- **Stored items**
◇ ◇ ◇
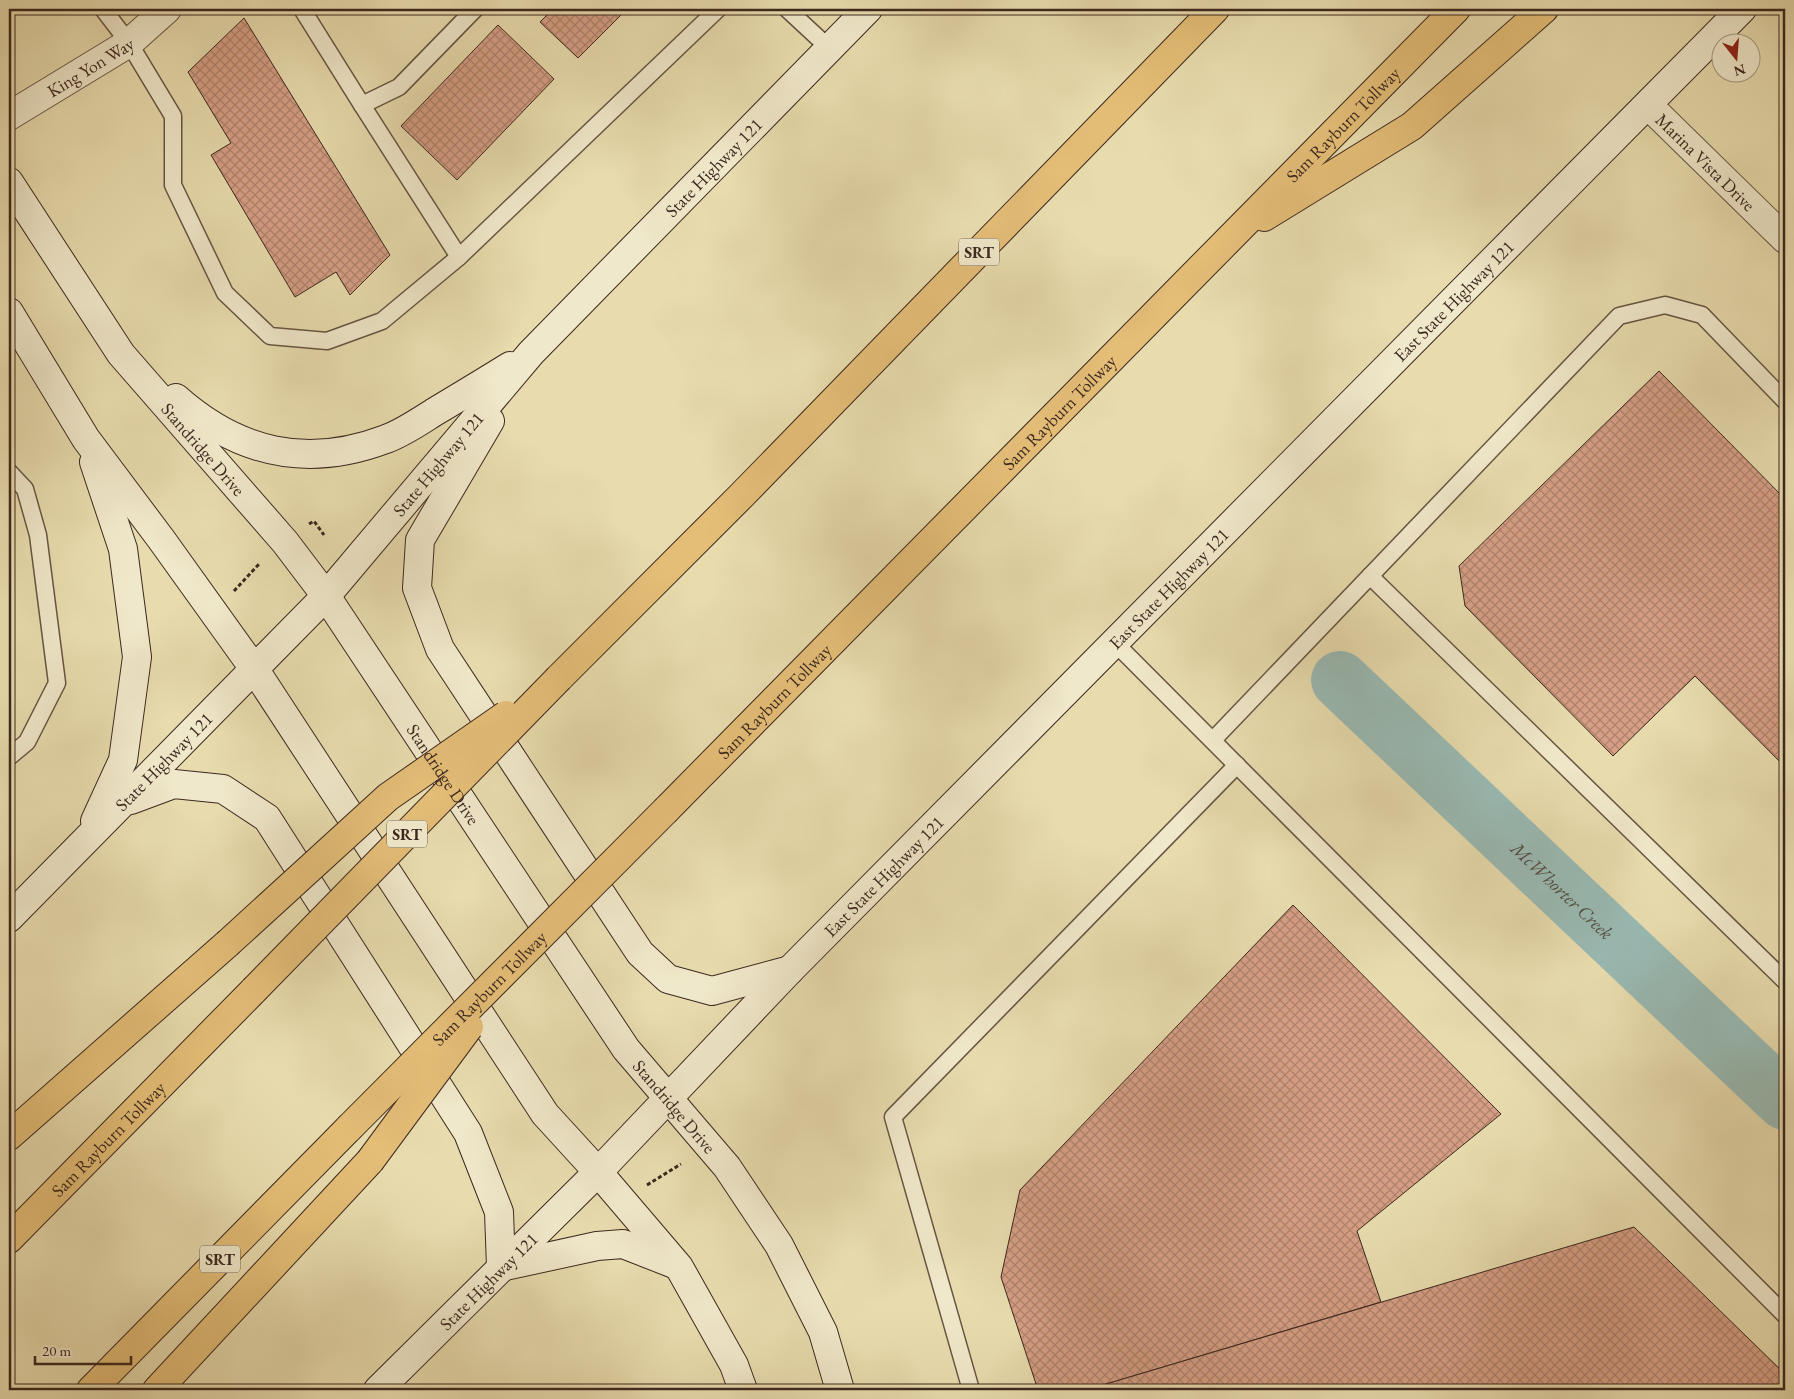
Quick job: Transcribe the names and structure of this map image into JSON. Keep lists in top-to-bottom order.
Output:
{
  "streets": {
    "highway": ["Sam Rayburn Tollway", "SRT"],
    "main road": [
      "King Yon Way",
      "Marina Vista Drive",
      "State Highway 121",
      "East State Highway 121",
      "Standridge Drive"
    ]
  },
  "crossings": [
    ["Marina Vista Drive", "East State Highway 121"],
    ["State Highway 121", "East State Highway 121"],
    ["State Highway 121", "Standridge Drive"],
    ["East State Highway 121", "Standridge Drive"]
  ],
  "water": ["McWhorter Creek"],
  "scale_bar": "20 m",
  "north": "bottom"
}
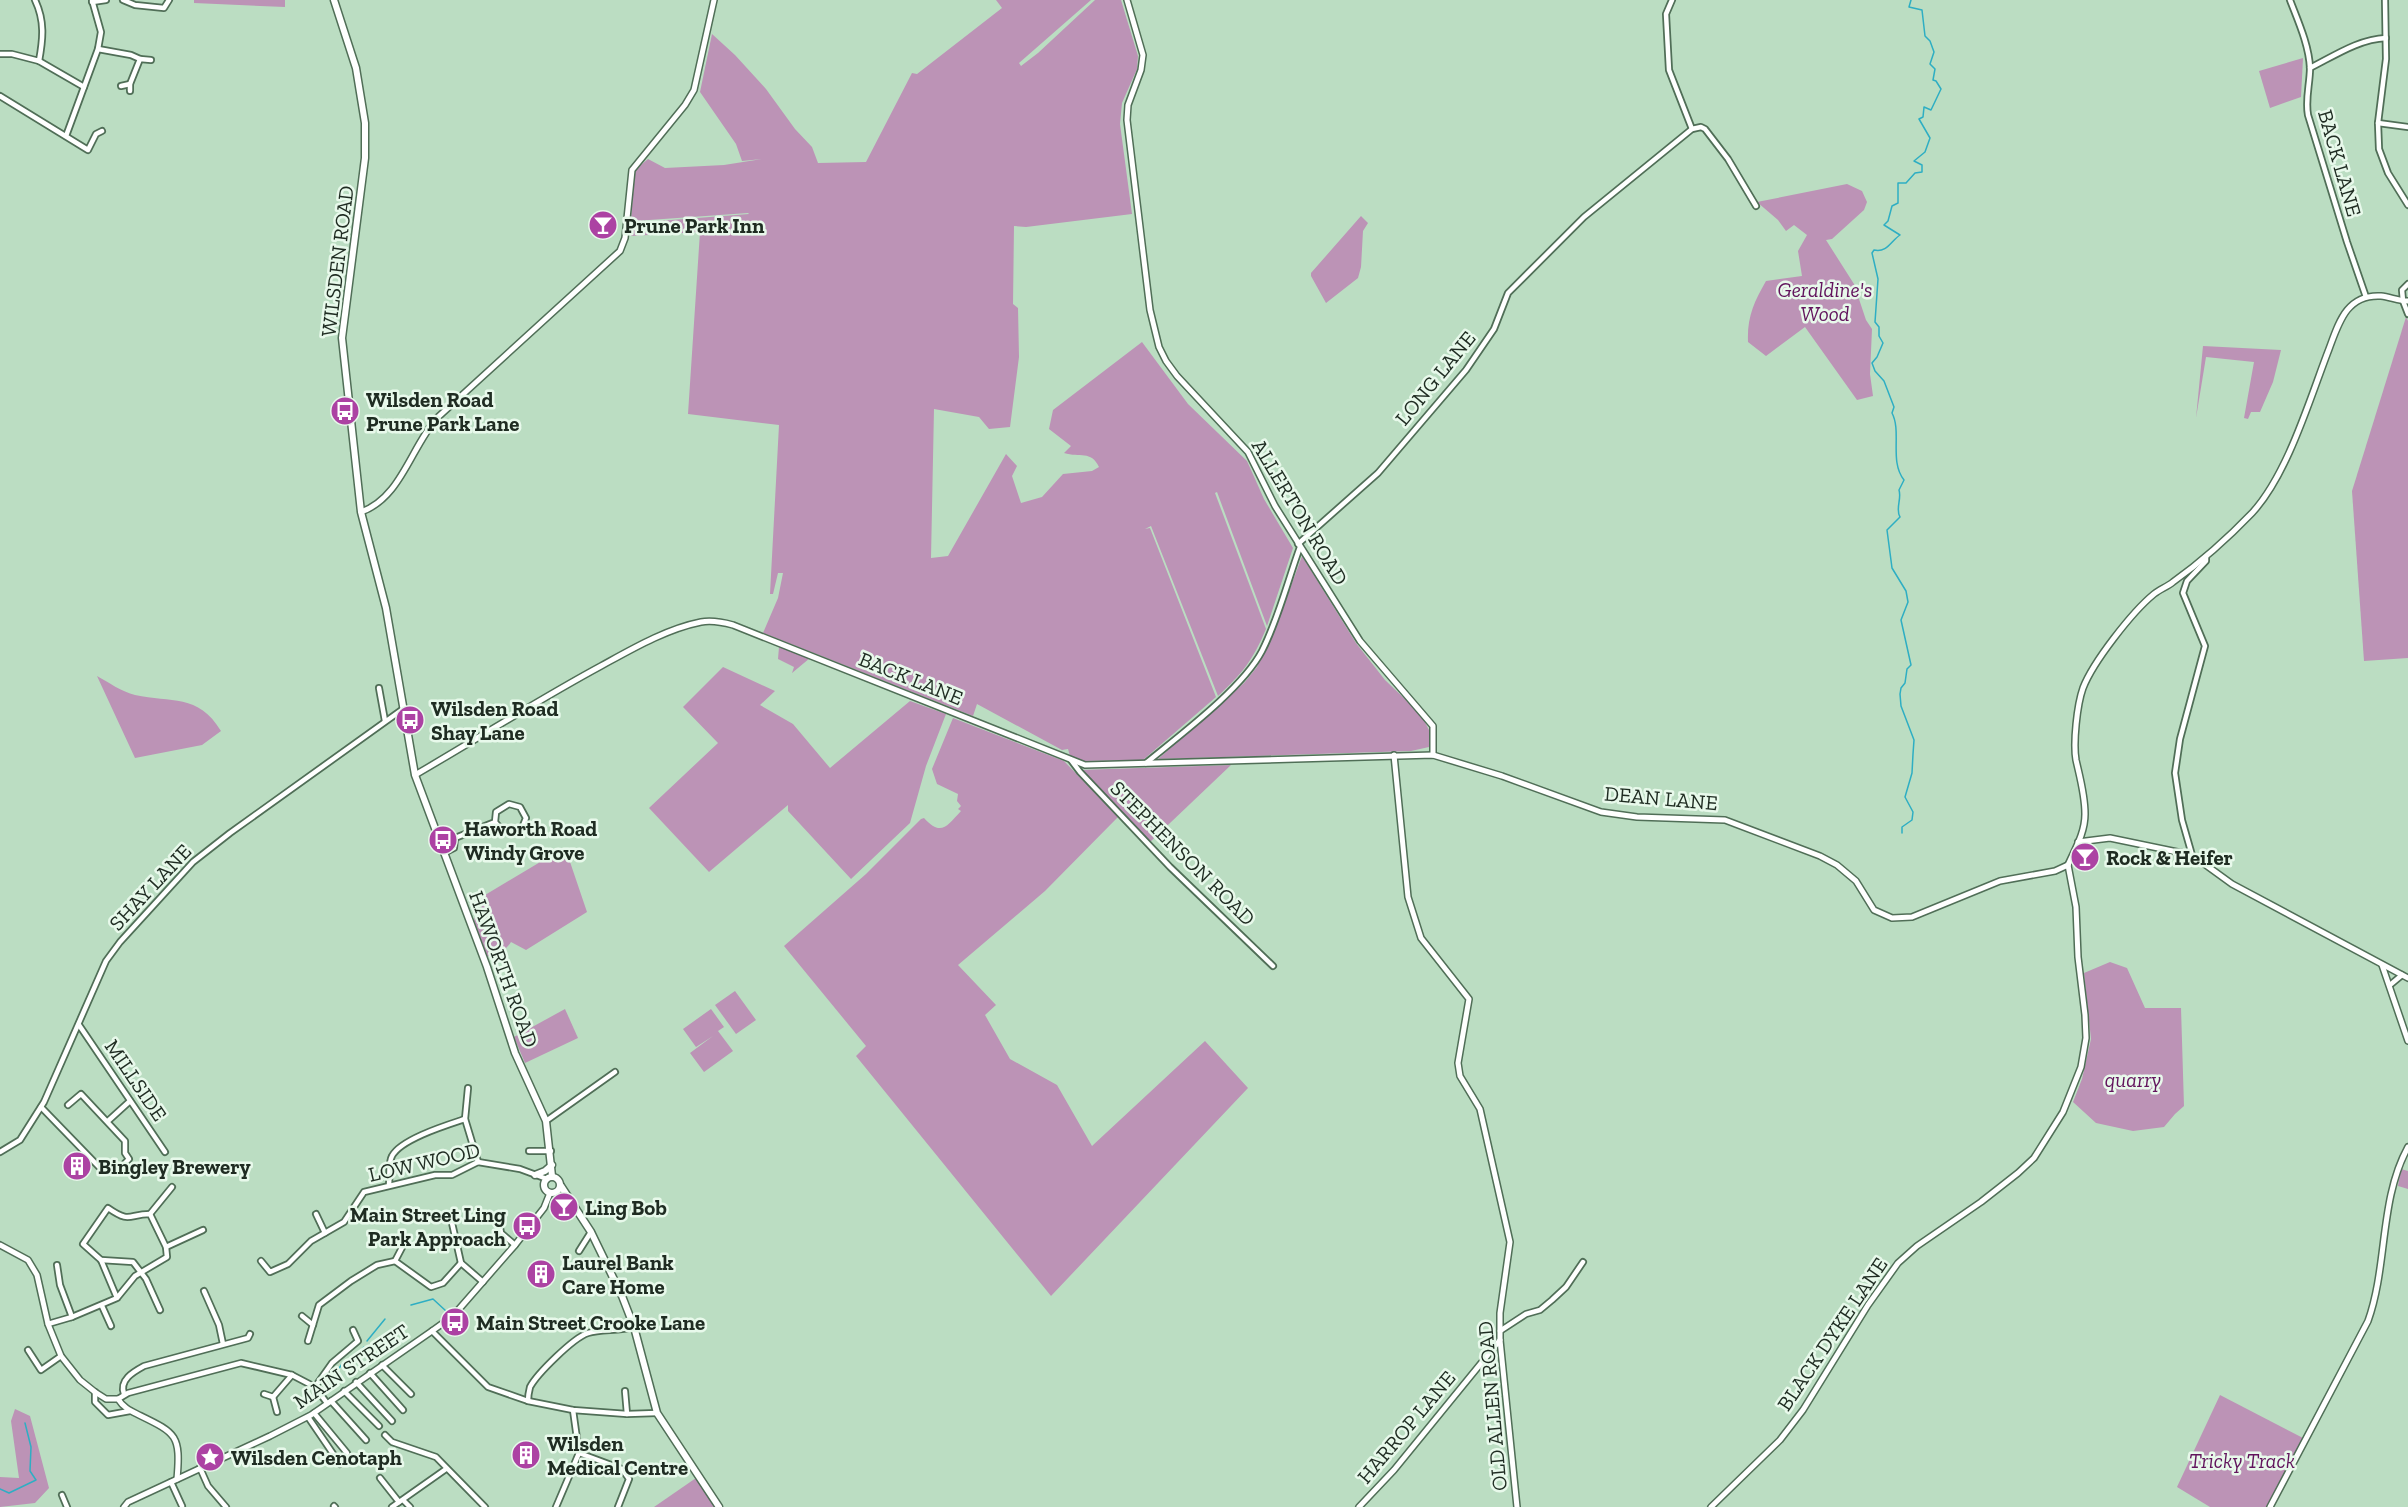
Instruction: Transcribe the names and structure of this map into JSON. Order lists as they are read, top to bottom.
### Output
{
  "streets": {
    "main road": ["WILSDEN ROAD", "HAWORTH ROAD"],
    "street": [
      "BACK LANE",
      "LONG LANE",
      "ALLERTON ROAD",
      "DEAN LANE",
      "STEPHENSON ROAD",
      "SHAY LANE",
      "MILLSIDE",
      "LOW WOOD",
      "BLACK DYKE LANE",
      "MAIN STREET",
      "OLD ALLEN ROAD",
      "HARROP LANE"
    ]
  },
  "crossings": [
    ["BACK LANE", "WILSDEN ROAD"],
    ["BACK LANE", "ALLERTON ROAD"],
    ["BACK LANE", "DEAN LANE"],
    ["BACK LANE", "STEPHENSON ROAD"],
    ["BACK LANE", "HAWORTH ROAD"],
    ["BACK LANE", "OLD ALLEN ROAD"],
    ["WILSDEN ROAD", "SHAY LANE"],
    ["WILSDEN ROAD", "HAWORTH ROAD"],
    ["LONG LANE", "ALLERTON ROAD"],
    ["ALLERTON ROAD", "DEAN LANE"],
    ["DEAN LANE", "BLACK DYKE LANE"],
    ["SHAY LANE", "MILLSIDE"],
    ["HAWORTH ROAD", "LOW WOOD"],
    ["HAWORTH ROAD", "MAIN STREET"],
    ["LOW WOOD", "MAIN STREET"],
    ["OLD ALLEN ROAD", "HARROP LANE"]
  ],
  "parks": ["Geraldine's Wood", "quarry", "Tricky Track"],
  "places": {
    "bar": ["Prune Park Inn", "Rock & Heifer", "Ling Bob"],
    "bus stop": [
      "Wilsden Road Prune Park Lane",
      "Wilsden Road Shay Lane",
      "Haworth Road Windy Grove",
      "Main Street Ling Park Approach",
      "Main Street Crooke Lane"
    ],
    "building": ["Bingley Brewery", "Laurel Bank Care Home", "Wilsden Medical Centre"],
    "place": ["Wilsden Cenotaph"]
  }
}
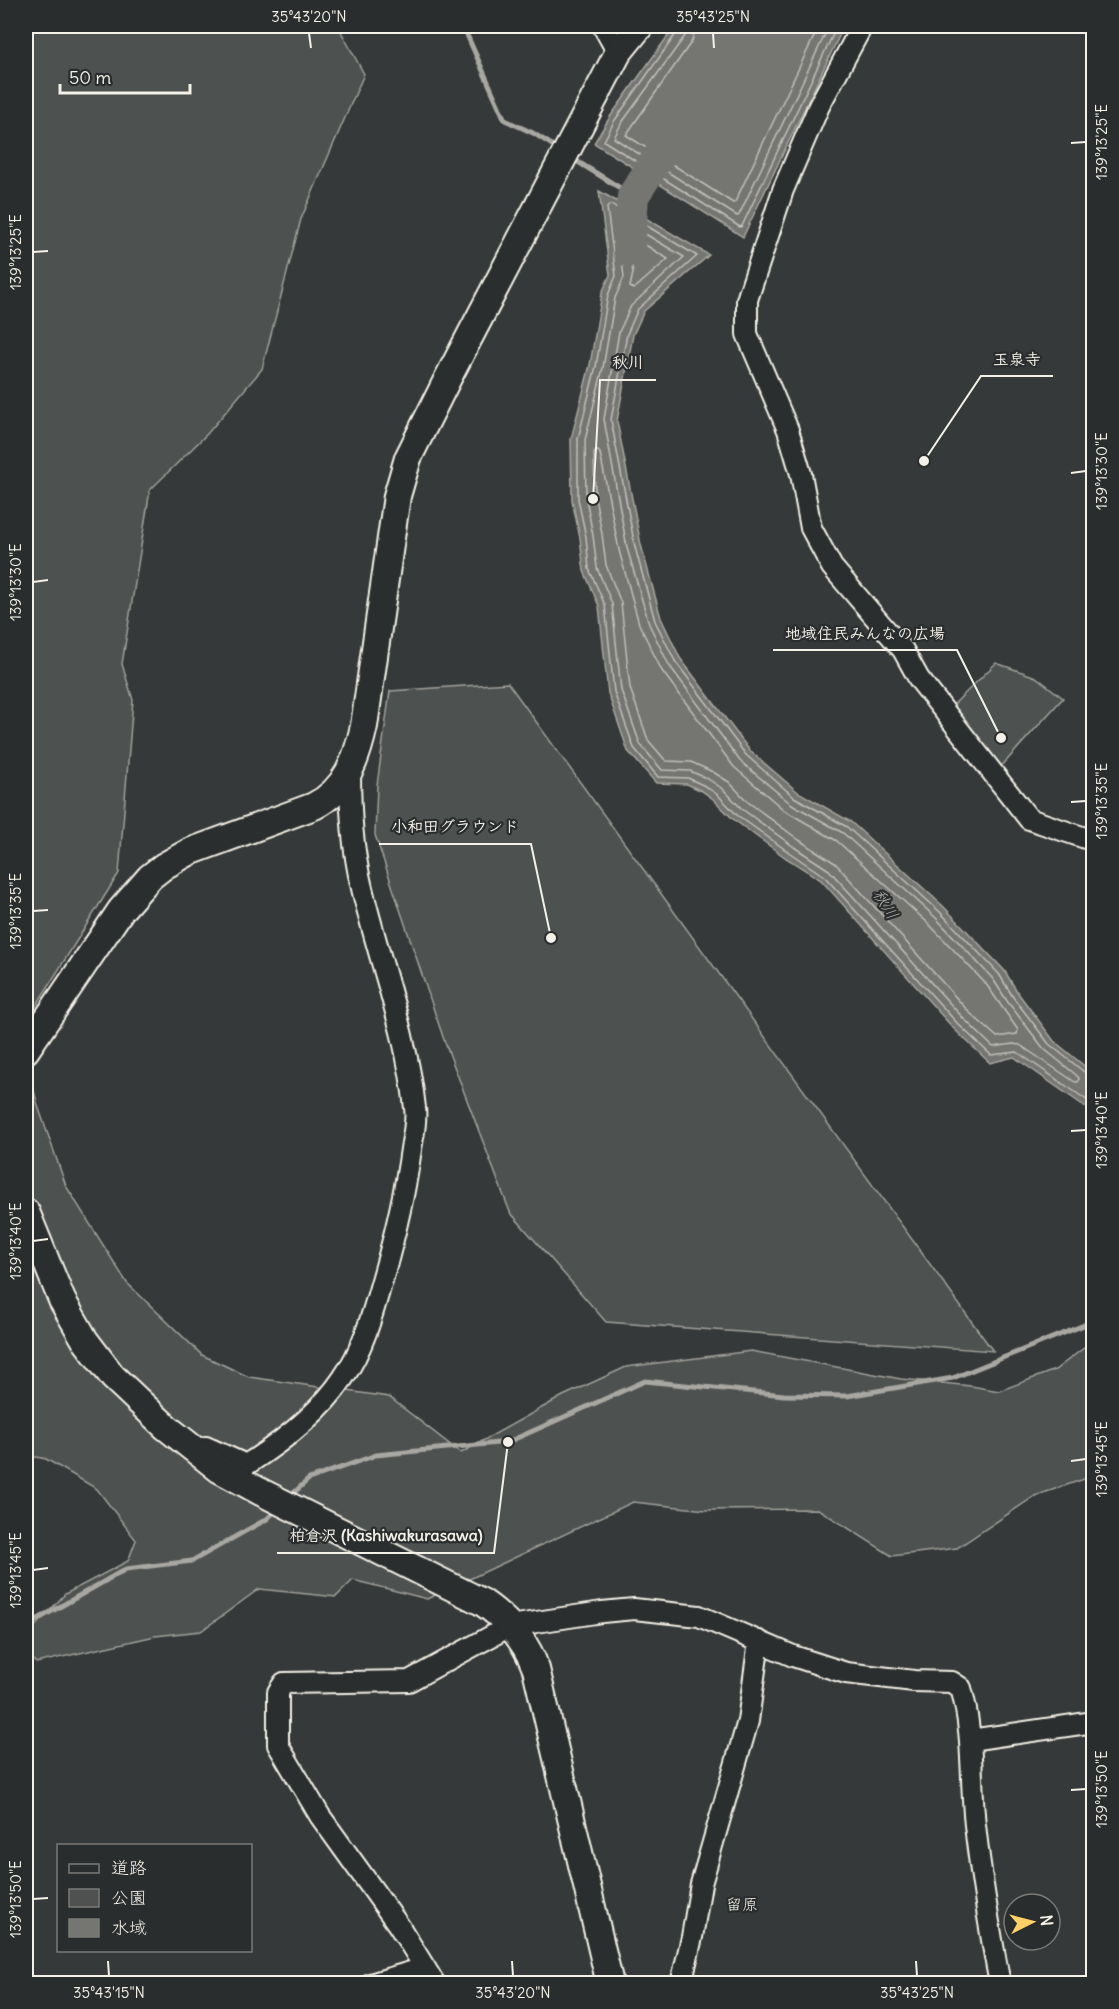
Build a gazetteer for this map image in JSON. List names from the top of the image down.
{
  "districts": ["留原"],
  "water": ["秋川"],
  "places": [
    "玉泉寺",
    "秋川",
    "地域住民みんなの広場",
    "小和田グラウンド",
    "柏倉沢 (Kashiwakurasawa)"
  ],
  "legend": ["道路", "公園", "水域"],
  "scale_bar": "50 m",
  "north": "right",
  "coordinates": [
    "35°43'20\"N",
    "35°43'25\"N",
    "139°13'25\"E",
    "139°13'30\"E",
    "139°13'35\"E",
    "139°13'40\"E",
    "139°13'45\"E",
    "139°13'50\"E",
    "35°43'15\"N"
  ]
}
◇ ◇ ◇
- **Prompt**
Your copy should hold each line above exactly and no pictures at all.

- **Answer space**
Quick job: Transcribe the names and structure of this map image into JSON. Keep lists in top-to-bottom order.
Output:
{
  "streets": {
    "highway": ["Sam Rayburn Tollway", "SRT"],
    "main road": [
      "King Yon Way",
      "Marina Vista Drive",
      "State Highway 121",
      "East State Highway 121",
      "Standridge Drive"
    ]
  },
  "crossings": [
    ["Marina Vista Drive", "East State Highway 121"],
    ["State Highway 121", "East State Highway 121"],
    ["State Highway 121", "Standridge Drive"],
    ["East State Highway 121", "Standridge Drive"]
  ],
  "water": ["McWhorter Creek"],
  "scale_bar": "20 m",
  "north": "bottom"
}
Instruction: Transcribe the names and structure of this map into JSON. Order lists as they are read, top to bottom.
### Output
{
  "streets": {
    "main road": ["WILSDEN ROAD", "HAWORTH ROAD"],
    "street": [
      "BACK LANE",
      "LONG LANE",
      "ALLERTON ROAD",
      "DEAN LANE",
      "STEPHENSON ROAD",
      "SHAY LANE",
      "MILLSIDE",
      "LOW WOOD",
      "BLACK DYKE LANE",
      "MAIN STREET",
      "OLD ALLEN ROAD",
      "HARROP LANE"
    ]
  },
  "crossings": [
    ["BACK LANE", "WILSDEN ROAD"],
    ["BACK LANE", "ALLERTON ROAD"],
    ["BACK LANE", "DEAN LANE"],
    ["BACK LANE", "STEPHENSON ROAD"],
    ["BACK LANE", "HAWORTH ROAD"],
    ["BACK LANE", "OLD ALLEN ROAD"],
    ["WILSDEN ROAD", "SHAY LANE"],
    ["WILSDEN ROAD", "HAWORTH ROAD"],
    ["LONG LANE", "ALLERTON ROAD"],
    ["ALLERTON ROAD", "DEAN LANE"],
    ["DEAN LANE", "BLACK DYKE LANE"],
    ["SHAY LANE", "MILLSIDE"],
    ["HAWORTH ROAD", "LOW WOOD"],
    ["HAWORTH ROAD", "MAIN STREET"],
    ["LOW WOOD", "MAIN STREET"],
    ["OLD ALLEN ROAD", "HARROP LANE"]
  ],
  "parks": ["Geraldine's Wood", "quarry", "Tricky Track"],
  "places": {
    "bar": ["Prune Park Inn", "Rock & Heifer", "Ling Bob"],
    "bus stop": [
      "Wilsden Road Prune Park Lane",
      "Wilsden Road Shay Lane",
      "Haworth Road Windy Grove",
      "Main Street Ling Park Approach",
      "Main Street Crooke Lane"
    ],
    "building": ["Bingley Brewery", "Laurel Bank Care Home", "Wilsden Medical Centre"],
    "place": ["Wilsden Cenotaph"]
  }
}
Build a gazetteer for this map image in JSON. List names from the top of the image down.
{
  "districts": ["留原"],
  "water": ["秋川"],
  "places": [
    "玉泉寺",
    "秋川",
    "地域住民みんなの広場",
    "小和田グラウンド",
    "柏倉沢 (Kashiwakurasawa)"
  ],
  "legend": ["道路", "公園", "水域"],
  "scale_bar": "50 m",
  "north": "right",
  "coordinates": [
    "35°43'20\"N",
    "35°43'25\"N",
    "139°13'25\"E",
    "139°13'30\"E",
    "139°13'35\"E",
    "139°13'40\"E",
    "139°13'45\"E",
    "139°13'50\"E",
    "35°43'15\"N"
  ]
}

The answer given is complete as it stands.